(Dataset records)
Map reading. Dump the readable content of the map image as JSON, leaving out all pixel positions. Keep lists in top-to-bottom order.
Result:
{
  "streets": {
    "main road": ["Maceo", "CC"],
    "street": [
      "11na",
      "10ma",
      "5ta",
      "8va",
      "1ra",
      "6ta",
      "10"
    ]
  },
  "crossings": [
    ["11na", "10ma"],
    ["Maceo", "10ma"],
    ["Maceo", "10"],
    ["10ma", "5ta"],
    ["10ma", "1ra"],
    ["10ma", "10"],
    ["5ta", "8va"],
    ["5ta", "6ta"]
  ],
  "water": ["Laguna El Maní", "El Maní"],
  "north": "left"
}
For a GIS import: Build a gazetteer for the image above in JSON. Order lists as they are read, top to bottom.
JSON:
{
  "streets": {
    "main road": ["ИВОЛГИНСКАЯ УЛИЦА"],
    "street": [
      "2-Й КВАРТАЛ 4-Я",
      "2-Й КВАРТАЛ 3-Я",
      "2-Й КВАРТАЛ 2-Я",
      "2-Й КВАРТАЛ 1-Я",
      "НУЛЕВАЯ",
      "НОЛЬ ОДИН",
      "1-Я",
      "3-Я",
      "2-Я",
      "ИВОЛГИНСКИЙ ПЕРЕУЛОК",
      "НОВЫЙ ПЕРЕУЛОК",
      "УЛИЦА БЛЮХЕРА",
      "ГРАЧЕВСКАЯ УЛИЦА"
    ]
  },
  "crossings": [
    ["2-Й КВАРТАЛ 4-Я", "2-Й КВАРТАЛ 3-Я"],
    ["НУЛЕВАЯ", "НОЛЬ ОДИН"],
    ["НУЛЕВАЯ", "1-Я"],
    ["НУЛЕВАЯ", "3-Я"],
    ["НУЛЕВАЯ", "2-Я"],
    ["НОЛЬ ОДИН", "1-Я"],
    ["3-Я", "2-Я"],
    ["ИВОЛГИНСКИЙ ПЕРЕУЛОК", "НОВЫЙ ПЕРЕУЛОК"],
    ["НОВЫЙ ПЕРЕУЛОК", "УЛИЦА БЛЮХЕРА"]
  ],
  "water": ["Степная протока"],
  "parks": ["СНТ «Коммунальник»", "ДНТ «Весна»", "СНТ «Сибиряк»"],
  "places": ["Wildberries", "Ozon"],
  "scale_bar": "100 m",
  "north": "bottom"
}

Instructions to follow
For each line of the entries that holds the word "image", pull that line out.

Answer for the task
Map reading. Dump the readable content of the map image as JSON, leaving out all pixel positions. Keep lists in top-to-bottom order.
For a GIS import: Build a gazetteer for the image above in JSON. Order lists as they are read, top to bottom.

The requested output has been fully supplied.